What the task requires:
When a line of the entries contains the word "frame", report that line.

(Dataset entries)
++++++++

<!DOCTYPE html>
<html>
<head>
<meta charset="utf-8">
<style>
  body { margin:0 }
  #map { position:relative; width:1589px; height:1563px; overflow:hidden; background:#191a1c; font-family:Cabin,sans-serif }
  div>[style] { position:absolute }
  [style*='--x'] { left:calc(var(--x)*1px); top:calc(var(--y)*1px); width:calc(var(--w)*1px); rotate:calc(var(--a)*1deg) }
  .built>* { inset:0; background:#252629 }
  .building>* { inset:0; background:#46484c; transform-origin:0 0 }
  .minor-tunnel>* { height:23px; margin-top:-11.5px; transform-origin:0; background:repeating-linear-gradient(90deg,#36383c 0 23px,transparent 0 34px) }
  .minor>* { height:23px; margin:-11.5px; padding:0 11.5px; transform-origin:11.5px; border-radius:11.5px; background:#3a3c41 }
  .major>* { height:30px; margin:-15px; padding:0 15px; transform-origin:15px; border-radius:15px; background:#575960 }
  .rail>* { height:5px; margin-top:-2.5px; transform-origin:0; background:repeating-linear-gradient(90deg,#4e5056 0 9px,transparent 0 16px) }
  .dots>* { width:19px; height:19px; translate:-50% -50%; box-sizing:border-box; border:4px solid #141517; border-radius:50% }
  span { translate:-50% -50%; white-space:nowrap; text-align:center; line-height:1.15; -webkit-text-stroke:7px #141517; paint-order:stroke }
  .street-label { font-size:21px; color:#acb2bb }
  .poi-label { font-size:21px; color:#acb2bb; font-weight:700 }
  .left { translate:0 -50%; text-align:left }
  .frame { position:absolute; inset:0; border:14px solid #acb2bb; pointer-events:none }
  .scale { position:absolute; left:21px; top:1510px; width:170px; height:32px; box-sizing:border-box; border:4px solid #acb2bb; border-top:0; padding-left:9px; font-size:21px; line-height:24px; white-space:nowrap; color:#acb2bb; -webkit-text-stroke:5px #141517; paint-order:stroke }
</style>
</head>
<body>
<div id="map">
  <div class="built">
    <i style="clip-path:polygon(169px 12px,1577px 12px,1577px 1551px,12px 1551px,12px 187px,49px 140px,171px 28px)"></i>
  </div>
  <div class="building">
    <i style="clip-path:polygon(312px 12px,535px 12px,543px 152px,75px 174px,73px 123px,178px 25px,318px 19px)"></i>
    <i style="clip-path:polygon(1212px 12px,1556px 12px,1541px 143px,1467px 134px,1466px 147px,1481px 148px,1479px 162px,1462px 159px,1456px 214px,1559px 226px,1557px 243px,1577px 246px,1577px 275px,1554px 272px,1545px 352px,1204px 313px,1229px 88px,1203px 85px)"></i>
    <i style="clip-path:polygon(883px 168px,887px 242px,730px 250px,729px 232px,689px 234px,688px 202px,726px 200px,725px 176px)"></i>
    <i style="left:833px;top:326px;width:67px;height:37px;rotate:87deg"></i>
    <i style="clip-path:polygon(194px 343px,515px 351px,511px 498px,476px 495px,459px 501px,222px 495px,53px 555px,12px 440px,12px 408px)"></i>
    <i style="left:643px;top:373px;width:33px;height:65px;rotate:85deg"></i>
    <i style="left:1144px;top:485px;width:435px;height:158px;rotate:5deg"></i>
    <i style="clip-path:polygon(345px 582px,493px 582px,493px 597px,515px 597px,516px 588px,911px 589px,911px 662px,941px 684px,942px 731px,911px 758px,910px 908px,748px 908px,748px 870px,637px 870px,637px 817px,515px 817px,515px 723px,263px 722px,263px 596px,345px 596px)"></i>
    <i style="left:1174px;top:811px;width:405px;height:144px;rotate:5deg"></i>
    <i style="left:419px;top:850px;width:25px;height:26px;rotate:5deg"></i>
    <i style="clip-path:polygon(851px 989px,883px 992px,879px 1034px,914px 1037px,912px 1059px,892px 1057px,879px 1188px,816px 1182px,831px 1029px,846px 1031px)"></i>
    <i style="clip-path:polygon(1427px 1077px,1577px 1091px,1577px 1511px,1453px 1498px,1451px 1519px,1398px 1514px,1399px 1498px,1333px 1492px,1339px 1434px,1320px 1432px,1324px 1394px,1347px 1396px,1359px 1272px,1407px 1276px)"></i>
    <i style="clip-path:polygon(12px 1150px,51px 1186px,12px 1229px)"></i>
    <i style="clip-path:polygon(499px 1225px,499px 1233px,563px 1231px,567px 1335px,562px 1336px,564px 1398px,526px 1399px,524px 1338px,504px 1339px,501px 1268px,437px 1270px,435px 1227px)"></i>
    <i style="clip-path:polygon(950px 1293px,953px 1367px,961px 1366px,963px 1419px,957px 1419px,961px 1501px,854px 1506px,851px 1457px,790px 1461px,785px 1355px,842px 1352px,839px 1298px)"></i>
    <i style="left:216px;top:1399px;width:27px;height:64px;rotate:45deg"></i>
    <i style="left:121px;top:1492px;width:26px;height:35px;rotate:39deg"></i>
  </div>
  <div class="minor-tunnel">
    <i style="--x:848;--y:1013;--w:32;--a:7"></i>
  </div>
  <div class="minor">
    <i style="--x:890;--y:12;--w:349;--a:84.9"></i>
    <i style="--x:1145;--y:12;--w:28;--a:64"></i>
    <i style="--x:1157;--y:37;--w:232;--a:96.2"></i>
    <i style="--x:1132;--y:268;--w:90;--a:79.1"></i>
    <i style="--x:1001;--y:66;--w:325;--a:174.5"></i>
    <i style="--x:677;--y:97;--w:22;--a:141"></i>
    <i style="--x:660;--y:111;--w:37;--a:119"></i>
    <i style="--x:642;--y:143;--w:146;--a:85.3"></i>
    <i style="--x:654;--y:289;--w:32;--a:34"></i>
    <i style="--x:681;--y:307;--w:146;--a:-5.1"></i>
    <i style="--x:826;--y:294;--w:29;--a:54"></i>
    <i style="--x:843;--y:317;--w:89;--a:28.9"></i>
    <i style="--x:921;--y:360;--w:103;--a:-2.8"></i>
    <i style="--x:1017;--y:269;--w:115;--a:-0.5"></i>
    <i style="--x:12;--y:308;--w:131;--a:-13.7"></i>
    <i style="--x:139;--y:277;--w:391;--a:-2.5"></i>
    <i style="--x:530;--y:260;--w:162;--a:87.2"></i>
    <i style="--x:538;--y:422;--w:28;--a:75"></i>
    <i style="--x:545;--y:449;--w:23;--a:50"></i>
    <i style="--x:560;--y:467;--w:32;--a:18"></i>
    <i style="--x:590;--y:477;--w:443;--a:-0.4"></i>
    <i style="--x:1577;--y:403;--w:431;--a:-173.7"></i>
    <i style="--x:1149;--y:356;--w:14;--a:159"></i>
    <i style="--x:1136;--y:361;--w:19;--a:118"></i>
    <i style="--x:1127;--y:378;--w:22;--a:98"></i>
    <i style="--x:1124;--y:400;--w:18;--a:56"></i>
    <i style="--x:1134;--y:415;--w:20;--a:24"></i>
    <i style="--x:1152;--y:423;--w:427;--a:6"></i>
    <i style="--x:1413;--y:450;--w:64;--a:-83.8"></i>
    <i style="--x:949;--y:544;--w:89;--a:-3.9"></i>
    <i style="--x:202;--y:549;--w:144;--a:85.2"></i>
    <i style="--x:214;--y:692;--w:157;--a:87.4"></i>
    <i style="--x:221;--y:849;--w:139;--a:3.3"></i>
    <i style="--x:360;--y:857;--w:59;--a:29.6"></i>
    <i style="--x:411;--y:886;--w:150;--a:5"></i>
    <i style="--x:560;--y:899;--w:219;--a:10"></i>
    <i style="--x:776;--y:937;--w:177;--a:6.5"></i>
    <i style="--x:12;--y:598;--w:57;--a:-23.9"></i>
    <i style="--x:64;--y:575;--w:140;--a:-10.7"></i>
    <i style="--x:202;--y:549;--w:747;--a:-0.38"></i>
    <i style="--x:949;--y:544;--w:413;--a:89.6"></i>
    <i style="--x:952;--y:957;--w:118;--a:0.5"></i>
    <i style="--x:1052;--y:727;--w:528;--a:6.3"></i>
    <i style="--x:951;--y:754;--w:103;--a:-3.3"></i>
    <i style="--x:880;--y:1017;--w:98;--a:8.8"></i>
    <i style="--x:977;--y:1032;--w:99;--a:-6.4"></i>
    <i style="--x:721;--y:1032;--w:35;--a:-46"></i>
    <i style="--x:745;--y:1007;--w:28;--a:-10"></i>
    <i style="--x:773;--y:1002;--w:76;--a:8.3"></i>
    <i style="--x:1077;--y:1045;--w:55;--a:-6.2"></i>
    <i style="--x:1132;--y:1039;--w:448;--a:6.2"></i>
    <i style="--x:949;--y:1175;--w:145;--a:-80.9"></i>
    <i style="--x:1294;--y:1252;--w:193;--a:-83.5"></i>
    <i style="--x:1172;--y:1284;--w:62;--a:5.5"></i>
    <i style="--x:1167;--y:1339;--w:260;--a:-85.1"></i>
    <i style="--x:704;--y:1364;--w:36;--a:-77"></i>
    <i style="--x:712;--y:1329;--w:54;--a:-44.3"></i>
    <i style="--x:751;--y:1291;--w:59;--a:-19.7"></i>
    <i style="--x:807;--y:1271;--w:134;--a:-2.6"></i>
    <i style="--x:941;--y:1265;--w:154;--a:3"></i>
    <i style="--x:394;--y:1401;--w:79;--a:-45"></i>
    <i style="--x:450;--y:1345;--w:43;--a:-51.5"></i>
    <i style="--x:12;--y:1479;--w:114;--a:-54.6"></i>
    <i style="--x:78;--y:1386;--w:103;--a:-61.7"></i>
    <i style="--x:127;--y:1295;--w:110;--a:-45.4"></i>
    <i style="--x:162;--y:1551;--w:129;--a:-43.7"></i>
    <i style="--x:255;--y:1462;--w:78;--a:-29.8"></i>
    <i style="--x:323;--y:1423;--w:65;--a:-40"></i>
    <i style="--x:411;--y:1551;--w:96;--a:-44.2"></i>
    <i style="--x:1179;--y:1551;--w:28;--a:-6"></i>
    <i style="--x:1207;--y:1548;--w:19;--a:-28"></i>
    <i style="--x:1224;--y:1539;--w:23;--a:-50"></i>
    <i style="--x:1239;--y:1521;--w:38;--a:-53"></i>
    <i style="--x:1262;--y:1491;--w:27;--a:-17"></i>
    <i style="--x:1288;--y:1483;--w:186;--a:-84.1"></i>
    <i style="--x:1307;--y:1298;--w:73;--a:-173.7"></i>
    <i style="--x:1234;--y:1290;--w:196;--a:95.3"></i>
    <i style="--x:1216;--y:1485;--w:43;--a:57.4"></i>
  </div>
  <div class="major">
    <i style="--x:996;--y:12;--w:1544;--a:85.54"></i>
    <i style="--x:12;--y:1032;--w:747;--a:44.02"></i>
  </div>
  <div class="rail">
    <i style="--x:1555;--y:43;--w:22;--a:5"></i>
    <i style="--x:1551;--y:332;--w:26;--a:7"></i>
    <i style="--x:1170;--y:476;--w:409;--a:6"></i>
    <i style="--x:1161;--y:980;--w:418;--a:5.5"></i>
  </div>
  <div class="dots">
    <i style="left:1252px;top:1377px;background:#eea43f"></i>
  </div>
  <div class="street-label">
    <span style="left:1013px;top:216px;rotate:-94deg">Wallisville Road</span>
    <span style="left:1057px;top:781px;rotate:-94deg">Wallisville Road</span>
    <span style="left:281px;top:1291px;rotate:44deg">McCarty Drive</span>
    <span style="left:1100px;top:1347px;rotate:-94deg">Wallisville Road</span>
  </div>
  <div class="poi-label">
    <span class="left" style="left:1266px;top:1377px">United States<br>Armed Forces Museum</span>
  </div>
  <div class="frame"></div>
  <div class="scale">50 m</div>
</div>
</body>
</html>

++++++++

Exercise answer:
  .frame { position:absolute; inset:0; border:14px solid #acb2bb; pointer-events:none }
  <div class="frame"></div>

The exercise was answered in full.